Villains are scary, but we understand them [...] an inexplicable evil is an unknowable, unstoppable force. In Alien, the inexplicable evil is the alien, naturally. Being the first film in the series, we are slowly learning how the creature spawns, how it bleeds and how it hunts. What we don't learn is why. The alien behaves more like a weapon than living creature, its sole purpose to kill humans.

In Aliens: Colonial Marines, the game assumes the player knows the creatures' backstory. Worse, the monsters are tamed into bullet fodder for a drawn-out campaign. And so the player blasts dozens of wobbling beasts that look like the infamous aliens but behave like harmless tin ducks in a shooting gallery.

In horror, when the "inexplicable evil" invades the "home" our perception of reality is frazzled. It's fear by way of the transitive property. If good people in that safe place can be savaged by pure evil, what's to say the same won't happen to us?

The best horror movies leave permanent, nerve-twitching imprints on places that before seemed harmless: showers (Psycho), the ocean (Jaws), dreams (Nightmare on Elm Street).

Then there's Aliens: Colonial Marines. A game in which you play as lifeless humans, kill threat-less aliens and navigate a personality-free world.

An hour in, you are asked to shoot human beings, rival soldiers wearing baseball caps. The reason is vague and lost in the mindless dialogue, but it's clear you've invaded their turf. And there's the rub.

You are impossibly powerful, disturbingly murderous, and unapologetically motivated by nothing more than a need to move forward. You're invading the home of these soldiers, and eventually of the aliens, slaughtering the old and the young with the emotion of a shriveled cadaver.

The inexplicable evil is you.

You are impossibly powerful, disturbingly murderous, and unapologetically motivated by nothing more than a need to move forward.

Alien is a perfect example of good horror, and that's why after decades it's still beloved. Watching the film is like an emotional purge. Aliens: Colonial Marines is the opposite.
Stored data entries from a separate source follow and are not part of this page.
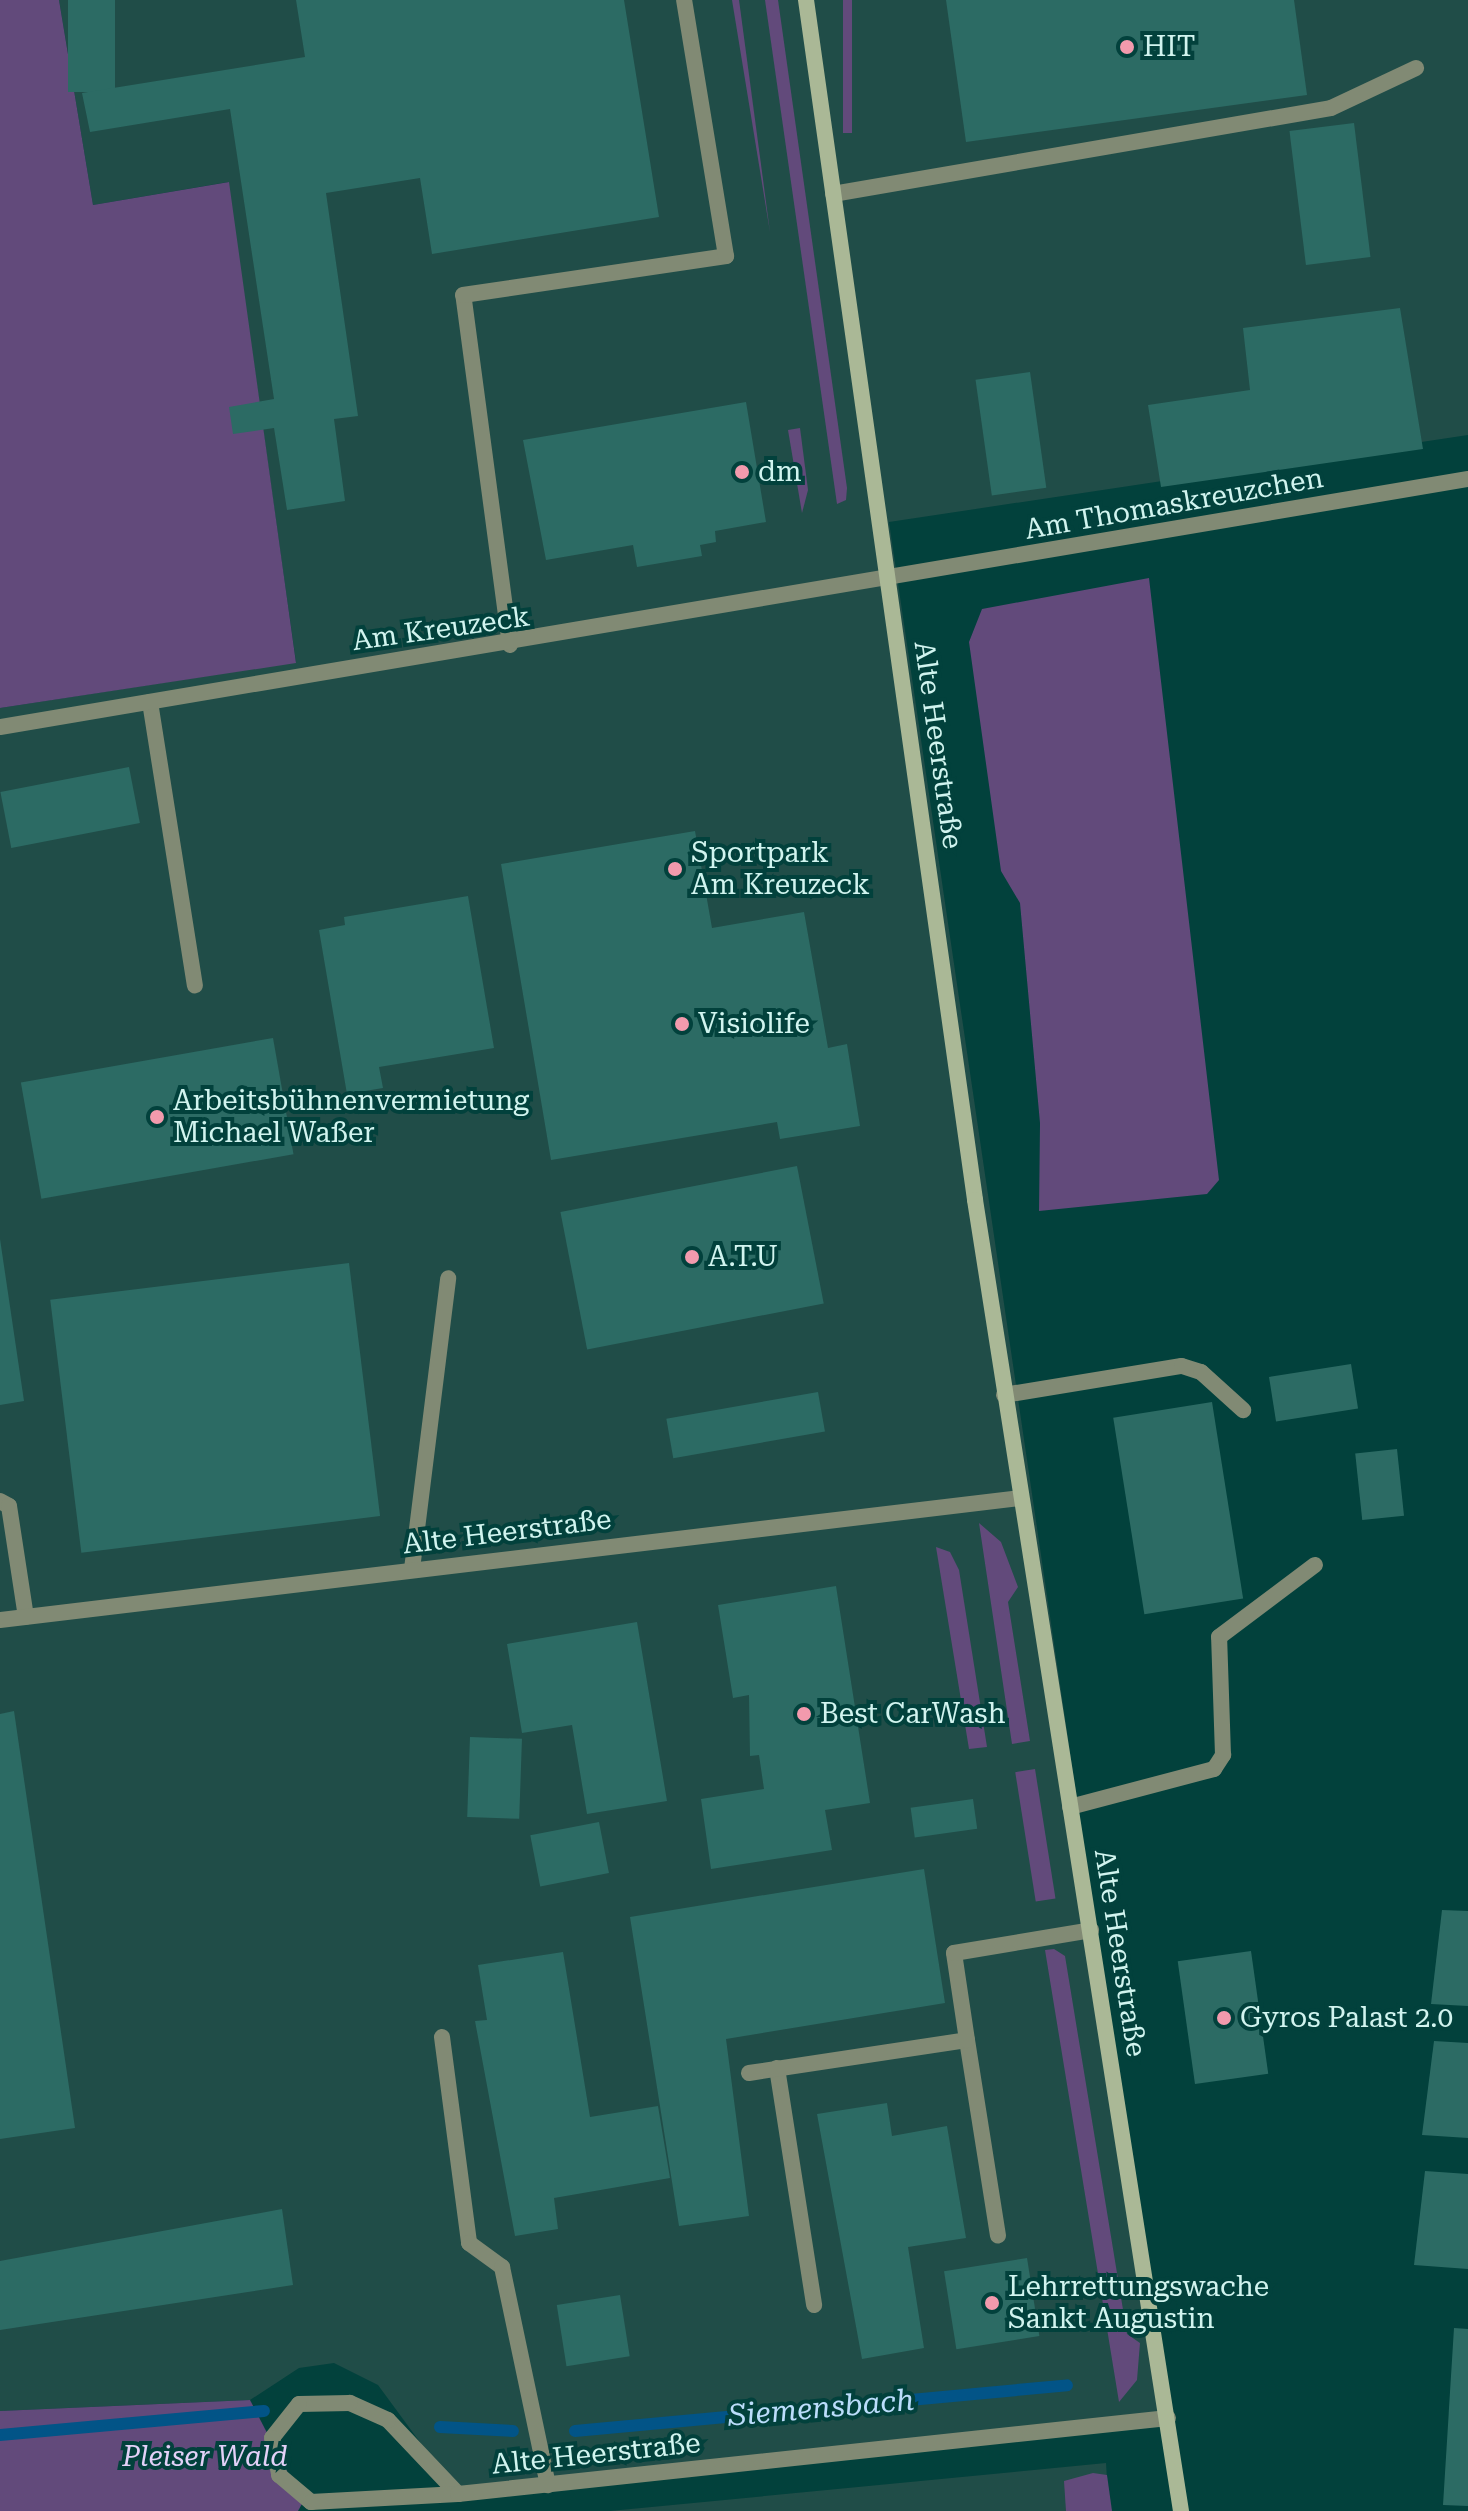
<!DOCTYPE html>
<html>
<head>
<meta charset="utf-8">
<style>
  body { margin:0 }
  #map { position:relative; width:1468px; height:2511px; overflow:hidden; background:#02413c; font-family:"Roboto Serif",serif }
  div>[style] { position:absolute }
  .built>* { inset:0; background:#204d48 }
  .green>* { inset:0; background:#624a7b; transform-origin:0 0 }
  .stream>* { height:12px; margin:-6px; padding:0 6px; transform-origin:6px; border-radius:6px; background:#025487 }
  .building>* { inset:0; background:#2c6b64; transform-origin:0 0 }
  .lane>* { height:16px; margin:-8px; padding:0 8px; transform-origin:8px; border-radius:8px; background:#818a74 }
  .street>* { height:16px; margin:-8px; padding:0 8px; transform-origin:8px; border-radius:8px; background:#818a74 }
  .secondary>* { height:16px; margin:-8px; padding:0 8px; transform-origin:8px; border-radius:8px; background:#aab896 }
  .dots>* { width:22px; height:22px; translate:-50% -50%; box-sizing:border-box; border:4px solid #02413c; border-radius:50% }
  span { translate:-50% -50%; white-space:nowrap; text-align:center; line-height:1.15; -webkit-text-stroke:8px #02413c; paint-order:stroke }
  .poi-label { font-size:28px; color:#d1f4ef }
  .left { translate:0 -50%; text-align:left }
  .street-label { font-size:28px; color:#d1f4ef }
  .park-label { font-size:28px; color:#e3d1f8; font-style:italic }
  .water-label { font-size:30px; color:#bbddfb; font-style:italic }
</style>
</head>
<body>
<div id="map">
  <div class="built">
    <i style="clip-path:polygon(59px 0,1468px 0,1468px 435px,889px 522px,1168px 2418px,458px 2494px,378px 2385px,334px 2363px,299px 2368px,250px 2400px,0 2411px,0 708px,296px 662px,228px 182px,93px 205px)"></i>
    <i style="clip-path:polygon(1106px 2463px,1109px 2511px,610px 2511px,1014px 2472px)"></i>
  </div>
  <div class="green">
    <i style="clip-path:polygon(0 0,59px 0,93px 205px,229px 182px,296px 663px,0 708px)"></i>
    <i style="clip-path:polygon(732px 0,739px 0,770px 232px)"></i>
    <i style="clip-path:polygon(765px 0,778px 0,847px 488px,846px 500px,837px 504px)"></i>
    <i style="left:843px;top:0;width:9px;height:133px"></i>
    <i style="clip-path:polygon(800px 428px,808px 490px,802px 513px,788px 430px)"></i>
    <i style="clip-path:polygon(1149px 578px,1219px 1180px,1207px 1194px,1039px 1211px,1040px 1123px,1020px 903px,1001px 871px,969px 642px,982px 609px)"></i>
    <i style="clip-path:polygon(979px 1523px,1001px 1542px,1018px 1587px,1008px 1602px,1030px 1741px,1012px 1744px)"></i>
    <i style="clip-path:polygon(936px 1547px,950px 1552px,959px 1570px,987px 1747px,969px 1749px)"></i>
    <i style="left:1035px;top:1769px;width:131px;height:20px;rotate:81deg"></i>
    <i style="clip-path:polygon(1054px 1949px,1065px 1956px,1127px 2334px,1140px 2343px,1137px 2380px,1119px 2402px,1045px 1950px)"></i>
    <i style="clip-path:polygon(250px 2400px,303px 2502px,298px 2511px,0 2511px,0 2411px)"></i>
    <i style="clip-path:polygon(1093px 2473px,1107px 2475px,1112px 2511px,1066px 2511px,1064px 2481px)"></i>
  </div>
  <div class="stream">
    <i style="left:440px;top:2427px;width:73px;rotate:3.1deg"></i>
    <i style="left:575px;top:2431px;width:494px;rotate:-5.3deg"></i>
    <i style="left:0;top:2435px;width:265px;rotate:-5.2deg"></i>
  </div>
  <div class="building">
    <i style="left:68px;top:0;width:47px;height:92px"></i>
    <i style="clip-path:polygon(296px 0,624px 0,659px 217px,432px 254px,420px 178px,326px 193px,358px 416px,334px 419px,345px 501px,287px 510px,274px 428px,233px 434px,229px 407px,274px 399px,230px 109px,90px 132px,82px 93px,305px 57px)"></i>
    <i style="clip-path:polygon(946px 0,1294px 0,1307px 95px,966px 142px)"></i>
    <i style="left:1354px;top:123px;width:135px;height:65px;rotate:83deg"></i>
    <i style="clip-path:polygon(1400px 308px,1423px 449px,1161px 487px,1148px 405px,1250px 390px,1243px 328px)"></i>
    <i style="left:1030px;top:372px;width:117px;height:55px;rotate:82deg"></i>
    <i style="clip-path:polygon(746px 402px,766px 522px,715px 531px,716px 542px,700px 545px,702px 556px,637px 567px,633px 545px,546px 560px,523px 440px)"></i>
    <i style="left:129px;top:767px;width:57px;height:131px;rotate:79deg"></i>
    <i style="clip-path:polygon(695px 831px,712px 928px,804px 912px,828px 1048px,847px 1044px,860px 1126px,780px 1139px,777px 1122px,551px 1160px,501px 864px)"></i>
    <i style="clip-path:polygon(468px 896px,494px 1048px,379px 1067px,383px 1088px,347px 1094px,319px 930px,345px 925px,344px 917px)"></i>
    <i style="left:273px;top:1038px;width:118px;height:256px;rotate:80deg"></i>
    <i style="left:797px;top:1166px;width:140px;height:241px;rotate:79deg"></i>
    <i style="clip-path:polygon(0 1239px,24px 1401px,0 1405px)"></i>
    <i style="left:349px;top:1263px;width:255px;height:301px;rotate:83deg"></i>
    <i style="left:1351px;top:1364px;width:45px;height:83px;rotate:81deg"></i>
    <i style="left:818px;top:1392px;width:40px;height:154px;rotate:80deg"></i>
    <i style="left:1212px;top:1402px;width:199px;height:100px;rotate:81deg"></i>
    <i style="left:1397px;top:1449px;width:67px;height:42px;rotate:84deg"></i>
    <i style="clip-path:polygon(836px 1586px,870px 1803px,825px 1810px,832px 1850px,711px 1869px,701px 1799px,764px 1789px,759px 1755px,750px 1756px,749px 1695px,733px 1698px,718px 1605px)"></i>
    <i style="clip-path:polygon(637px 1622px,667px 1801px,587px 1814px,572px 1725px,522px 1733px,507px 1644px)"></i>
    <i style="clip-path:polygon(14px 1711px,75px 2128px,0 2139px,0 1714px)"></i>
    <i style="left:470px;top:1737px;width:52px;height:80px;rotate:2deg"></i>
    <i style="left:973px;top:1799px;width:30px;height:63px;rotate:82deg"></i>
    <i style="left:599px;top:1822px;width:52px;height:70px;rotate:79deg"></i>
    <i style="clip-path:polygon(924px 1869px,945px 2003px,726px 2039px,749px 2216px,679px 2226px,630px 1917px)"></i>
    <i style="clip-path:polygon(1442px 1910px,1468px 1911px,1468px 2006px,1431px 2004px)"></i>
    <i style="left:1251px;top:1951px;width:124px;height:74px;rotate:82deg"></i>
    <i style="clip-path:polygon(563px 1952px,590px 2117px,658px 2106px,670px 2178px,554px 2198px,558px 2229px,515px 2236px,475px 2021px,487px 2020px,478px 1965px)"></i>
    <i style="clip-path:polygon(1434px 2041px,1468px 2043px,1468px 2138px,1422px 2135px)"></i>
    <i style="clip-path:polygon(887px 2103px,892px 2136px,947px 2126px,966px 2238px,908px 2247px,924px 2348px,862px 2359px,817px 2114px)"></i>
    <i style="clip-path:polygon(1425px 2171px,1468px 2174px,1468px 2269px,1414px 2265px)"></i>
    <i style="clip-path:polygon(282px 2209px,293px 2285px,0 2330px,0 2261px)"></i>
    <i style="left:1027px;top:2258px;width:79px;height:84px;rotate:81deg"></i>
    <i style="left:620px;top:2295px;width:62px;height:64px;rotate:81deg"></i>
    <i style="clip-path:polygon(1454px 2328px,1468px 2329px,1468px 2506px,1443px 2505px)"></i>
  </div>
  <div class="lane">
    <i style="left:833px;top:194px;width:505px;rotate:-9.8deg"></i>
    <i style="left:1331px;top:108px;width:94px;rotate:-25.2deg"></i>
    <i style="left:510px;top:645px;width:353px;rotate:-97.6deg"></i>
    <i style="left:463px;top:295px;width:266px;rotate:-8.4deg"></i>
    <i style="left:726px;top:256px;width:259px;rotate:-99.3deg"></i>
    <i style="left:150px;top:702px;width:287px;rotate:81deg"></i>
    <i style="left:1004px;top:1395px;width:180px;rotate:-9.3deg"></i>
    <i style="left:1182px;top:1366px;width:20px;rotate:18deg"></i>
    <i style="left:1201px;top:1372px;width:57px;rotate:42.1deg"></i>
    <i style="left:0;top:1501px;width:10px;rotate:29deg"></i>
    <i style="left:9px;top:1506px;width:112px;rotate:81.3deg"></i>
    <i style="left:412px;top:1569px;width:293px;rotate:-82.9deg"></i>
    <i style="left:1070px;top:1807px;width:149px;rotate:-14.8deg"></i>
    <i style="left:1214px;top:1769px;width:17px;rotate:-57deg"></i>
    <i style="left:1223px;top:1755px;width:118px;rotate:-91.9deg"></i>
    <i style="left:1219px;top:1637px;width:120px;rotate:-36.9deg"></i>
    <i style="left:442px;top:2037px;width:208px;rotate:82.5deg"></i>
    <i style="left:469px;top:2243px;width:41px;rotate:36deg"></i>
    <i style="left:502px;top:2267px;width:223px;rotate:78.1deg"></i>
    <i style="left:967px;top:2040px;width:198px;rotate:81deg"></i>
    <i style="left:777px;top:2068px;width:240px;rotate:81.1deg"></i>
    <i style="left:749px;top:2073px;width:220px;rotate:-8.6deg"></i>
    <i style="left:967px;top:2040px;width:88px;rotate:-98.5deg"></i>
    <i style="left:954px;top:1953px;width:139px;rotate:-9.5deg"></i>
  </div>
  <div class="street">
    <i style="left:0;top:727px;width:1489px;rotate:-9.59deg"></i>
    <i style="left:0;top:1620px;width:1027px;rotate:-6.82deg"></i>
    <i style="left:458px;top:2494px;width:102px;rotate:-133.4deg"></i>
    <i style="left:388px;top:2420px;width:42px;rotate:-155.9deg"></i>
    <i style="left:350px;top:2403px;width:51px;rotate:178.9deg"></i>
    <i style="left:299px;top:2404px;width:43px;rotate:128.5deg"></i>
    <i style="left:272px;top:2438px;width:38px;rotate:79deg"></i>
    <i style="left:279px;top:2475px;width:42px;rotate:40.2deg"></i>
    <i style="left:311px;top:2502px;width:147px;rotate:-3.1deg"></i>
    <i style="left:458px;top:2494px;width:714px;rotate:-6.11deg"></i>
  </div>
  <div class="secondary">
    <i style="left:806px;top:0;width:1212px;rotate:81.98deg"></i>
    <i style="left:975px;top:1200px;width:1327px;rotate:81.07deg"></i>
  </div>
  <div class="dots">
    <i style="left:1127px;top:47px;background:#f29aad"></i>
    <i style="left:742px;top:472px;background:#f29aad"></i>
    <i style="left:675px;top:869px;background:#f29aad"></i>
    <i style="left:682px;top:1024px;background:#f29aad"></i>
    <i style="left:157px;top:1117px;background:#f29aad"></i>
    <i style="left:692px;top:1257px;background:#f29aad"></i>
    <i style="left:804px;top:1714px;background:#f29aad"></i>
    <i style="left:1224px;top:2018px;background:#f29aad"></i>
    <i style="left:992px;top:2303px;background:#f29aad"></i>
  </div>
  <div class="poi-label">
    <span class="left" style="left:1143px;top:47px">HIT</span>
    <span class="left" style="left:758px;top:472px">dm</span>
    <span class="left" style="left:691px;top:869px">Sportpark<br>Am Kreuzeck</span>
    <span class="left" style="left:698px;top:1024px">Visiolife</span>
    <span class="left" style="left:173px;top:1117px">Arbeitsbühnenvermietung<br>Michael Waßer</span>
    <span class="left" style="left:708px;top:1257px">A.T.U</span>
    <span class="left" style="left:820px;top:1714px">Best CarWash</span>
    <span class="left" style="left:1240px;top:2018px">Gyros Palast 2.0</span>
    <span class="left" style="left:1008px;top:2303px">Lehrrettungswache<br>Sankt Augustin</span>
  </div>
  <div class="street-label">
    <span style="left:1174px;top:504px;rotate:-10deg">Am Thomaskreuzchen</span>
    <span style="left:441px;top:629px;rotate:-8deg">Am Kreuzeck</span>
    <span style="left:938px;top:745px;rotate:82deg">Alte Heerstraße</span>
    <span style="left:507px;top:1532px;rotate:-7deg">Alte Heerstraße</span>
    <span style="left:1120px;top:1953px;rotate:81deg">Alte Heerstraße</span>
    <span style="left:596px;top:2454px;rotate:-6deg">Alte Heerstraße</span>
  </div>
  <div class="park-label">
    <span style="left:205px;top:2457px">Pleiser Wald</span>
  </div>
  <div class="water-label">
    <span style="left:821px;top:2408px;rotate:-5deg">Siemensbach</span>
  </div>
</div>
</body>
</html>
In this game, there's nothing to be afraid of or to care about.

Many horror classics are built upon a foundation of corn syrup blood and rubbery severed limbs. But gore is not the purpose of good horror. Horror, at its best, enforces our sense of empathy, provides catharsis for our fears, and reminds us of our mortality. That's why after the credits roll or the game ends you feel energized. Properly terrified, your being alive is so apparent that you feel both present and relieved.

After playing Aliens: Colonial Marines I felt nothing. Well, I felt one thing: an urge to rewatch Alien.